Then six enormous magic circles materialized before the tip of the staff.
Each circle was larger and more intricate than the last, layered with divine symbols and rotating in perfect synchronization. The surrounding space distorted beneath the sheer density of power gathering between them. Lightning crackled violently across the heavens as the energy intensified higher and higher, until even the clouds below began evaporating beneath the heat.
The Asura's voice echoed across the skies of Chaos with absolute authority.
"Authority of Wrath: Celestial Reckoning."
The world turned white.
A colossal beam of divine annihilation erupted from the staff.
The attack dwarfed the moon itself.
It surged across space like the wrath of creation given form, a massive pillar of white-gold destruction that illuminated the entire southern hemisphere of Chaos. Oceans below reflected its light like mirrors while distant continents vanished beneath its glow. The roar alone shook the planet to its core, splitting clouds apart across thousands of miles.
Then the beam struck the moon directly.
The impact was apocalyptic.
The celestial body shattered instantly.
Massive sections of rock and frozen oceans exploded outward into space as the divine energy tore straight through the moon's core. Cracks of blinding light spread across its surface for a fraction of a second before the entire structure collapsed inward and detonated outward simultaneously.
The explosion illuminated the void like a newborn star.
Below, Chaos itself reacted violently.
Tidal waves larger than mountain ranges erupted across entire oceans. Earthquakes ripped through continents. Storm systems spiraled out of control while residual lightning split the skies endlessly across the planet.
Deep within the collapsing remains of the moon, buried beneath endless destruction and drifting debris, Violkhan slowly opened her eyes one final time.
Her body was ruined.
Burns covered nearly every inch of her skin. Blood floated weightlessly around her broken form while her once-blazing sigils flickered weakly like dying embers beneath cracked flesh.
Yet even now… she smiled.
A weak, ragged grin spread across her face as the overwhelming white light consumed the shattered remains of the moon around her.
Not… bad…
Then the divine blast swallowed everything.

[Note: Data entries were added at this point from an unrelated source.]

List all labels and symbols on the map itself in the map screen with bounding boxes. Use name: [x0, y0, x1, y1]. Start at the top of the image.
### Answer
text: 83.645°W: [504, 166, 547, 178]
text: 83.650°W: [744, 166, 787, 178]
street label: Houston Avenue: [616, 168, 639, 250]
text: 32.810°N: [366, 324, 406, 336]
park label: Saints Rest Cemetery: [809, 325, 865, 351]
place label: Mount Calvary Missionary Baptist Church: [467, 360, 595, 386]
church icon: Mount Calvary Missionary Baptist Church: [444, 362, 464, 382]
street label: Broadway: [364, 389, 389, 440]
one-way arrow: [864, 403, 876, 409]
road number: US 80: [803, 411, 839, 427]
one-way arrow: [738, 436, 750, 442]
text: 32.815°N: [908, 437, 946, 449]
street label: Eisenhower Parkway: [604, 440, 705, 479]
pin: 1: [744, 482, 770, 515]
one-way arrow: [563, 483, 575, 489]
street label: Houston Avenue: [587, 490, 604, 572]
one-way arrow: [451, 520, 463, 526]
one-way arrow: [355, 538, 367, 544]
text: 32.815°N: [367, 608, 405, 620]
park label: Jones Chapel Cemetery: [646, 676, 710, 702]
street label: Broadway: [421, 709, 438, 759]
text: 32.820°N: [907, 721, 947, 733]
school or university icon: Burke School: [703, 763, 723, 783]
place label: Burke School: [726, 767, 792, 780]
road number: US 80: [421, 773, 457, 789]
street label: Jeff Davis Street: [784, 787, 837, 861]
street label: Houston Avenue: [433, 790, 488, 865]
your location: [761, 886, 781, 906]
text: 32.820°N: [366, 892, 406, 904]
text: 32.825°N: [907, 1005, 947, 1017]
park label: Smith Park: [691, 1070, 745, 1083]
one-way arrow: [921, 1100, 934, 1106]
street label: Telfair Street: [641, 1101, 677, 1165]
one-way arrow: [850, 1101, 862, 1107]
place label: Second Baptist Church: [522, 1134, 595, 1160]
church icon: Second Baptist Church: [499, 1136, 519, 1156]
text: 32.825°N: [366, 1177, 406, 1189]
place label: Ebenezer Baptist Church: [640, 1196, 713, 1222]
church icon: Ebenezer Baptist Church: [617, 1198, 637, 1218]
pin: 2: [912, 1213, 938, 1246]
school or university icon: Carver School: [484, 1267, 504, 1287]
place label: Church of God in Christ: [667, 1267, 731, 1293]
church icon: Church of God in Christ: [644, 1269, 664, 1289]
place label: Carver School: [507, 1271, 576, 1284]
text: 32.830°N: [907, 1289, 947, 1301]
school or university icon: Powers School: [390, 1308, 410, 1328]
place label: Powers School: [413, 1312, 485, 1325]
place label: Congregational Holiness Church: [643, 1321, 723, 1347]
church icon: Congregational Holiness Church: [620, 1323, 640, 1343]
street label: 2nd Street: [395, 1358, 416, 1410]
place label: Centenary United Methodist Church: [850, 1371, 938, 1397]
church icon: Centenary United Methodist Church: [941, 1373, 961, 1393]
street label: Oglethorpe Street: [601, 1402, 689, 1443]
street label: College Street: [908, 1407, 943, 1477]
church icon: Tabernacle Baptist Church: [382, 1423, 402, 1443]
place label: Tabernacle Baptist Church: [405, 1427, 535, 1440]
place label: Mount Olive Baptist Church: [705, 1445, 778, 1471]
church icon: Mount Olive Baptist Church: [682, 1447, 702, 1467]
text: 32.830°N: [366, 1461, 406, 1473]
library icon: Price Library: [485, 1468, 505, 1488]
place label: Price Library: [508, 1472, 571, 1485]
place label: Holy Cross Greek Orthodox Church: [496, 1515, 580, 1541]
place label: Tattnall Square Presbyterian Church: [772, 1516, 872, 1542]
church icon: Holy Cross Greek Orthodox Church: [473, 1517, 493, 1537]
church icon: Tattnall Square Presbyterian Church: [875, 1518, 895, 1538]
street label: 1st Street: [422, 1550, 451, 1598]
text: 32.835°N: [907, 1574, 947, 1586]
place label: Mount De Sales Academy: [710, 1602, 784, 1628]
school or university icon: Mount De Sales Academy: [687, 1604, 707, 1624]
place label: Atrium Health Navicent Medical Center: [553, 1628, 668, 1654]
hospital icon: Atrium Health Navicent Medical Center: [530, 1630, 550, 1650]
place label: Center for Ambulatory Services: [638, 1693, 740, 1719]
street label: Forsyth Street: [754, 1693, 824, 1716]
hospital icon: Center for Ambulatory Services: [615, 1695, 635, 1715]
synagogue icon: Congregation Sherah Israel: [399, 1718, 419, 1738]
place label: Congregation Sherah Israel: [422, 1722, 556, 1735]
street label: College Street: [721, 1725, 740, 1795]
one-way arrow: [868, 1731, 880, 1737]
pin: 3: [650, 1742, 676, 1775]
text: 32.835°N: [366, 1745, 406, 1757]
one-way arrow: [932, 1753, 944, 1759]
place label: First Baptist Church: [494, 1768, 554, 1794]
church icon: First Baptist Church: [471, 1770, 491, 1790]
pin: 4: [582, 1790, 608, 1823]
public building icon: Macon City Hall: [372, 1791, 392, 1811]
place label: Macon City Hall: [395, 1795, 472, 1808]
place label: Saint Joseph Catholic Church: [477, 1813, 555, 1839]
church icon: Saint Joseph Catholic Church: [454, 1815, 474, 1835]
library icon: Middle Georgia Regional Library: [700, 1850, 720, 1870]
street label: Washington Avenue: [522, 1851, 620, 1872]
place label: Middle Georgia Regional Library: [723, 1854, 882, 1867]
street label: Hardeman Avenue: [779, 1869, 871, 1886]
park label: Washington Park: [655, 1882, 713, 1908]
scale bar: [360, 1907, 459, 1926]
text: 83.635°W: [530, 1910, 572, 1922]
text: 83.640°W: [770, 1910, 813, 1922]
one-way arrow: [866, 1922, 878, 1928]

The explosion continued expanding through the void until nothing recognizable remained of the moon at all. Only scattered debris and glowing dust drifted silently through space where the celestial body had once existed.
For the briefest moment, deep within the expanding cloud of destruction, a tiny spark of crimson light flickered once.
Then it vanished into darkness.
The Asura lowered its staff slowly.
The colossal magic circles faded from existence one after another while the divine light surrounding its body calmed once more. Its expression returned to perfect stillness, untouched by emotion.
Without another glance toward the remains of the destroyed moon, the Asura turned away.
Its true objective still awaited.
Far below on the surface of Chaos, survivors across the South looked up in horror as one of their moons simply ceased to exist, replaced by a spreading cloud of destruction hanging in the sky like the aftermath of divine wrath.
Deep beneath the shattered remains of Crimson Reach, the underground shelter had fallen into a fragile, trembling silence.
The endless booms and shockwaves that had battered the walls for what felt like eternity had finally stopped. Dust still drifted lazily from cracks in the ceiling while mana lanterns flickered weakly along the stone walls, casting long, unsteady shadows over the exhausted survivors huddled below.
One man near the back spoke first, his voice hoarse and disbelieving.
"…It might be over."
Another survivor immediately snapped toward him, fear overtaking exhaustion.
"You have a death wish if you say things like that."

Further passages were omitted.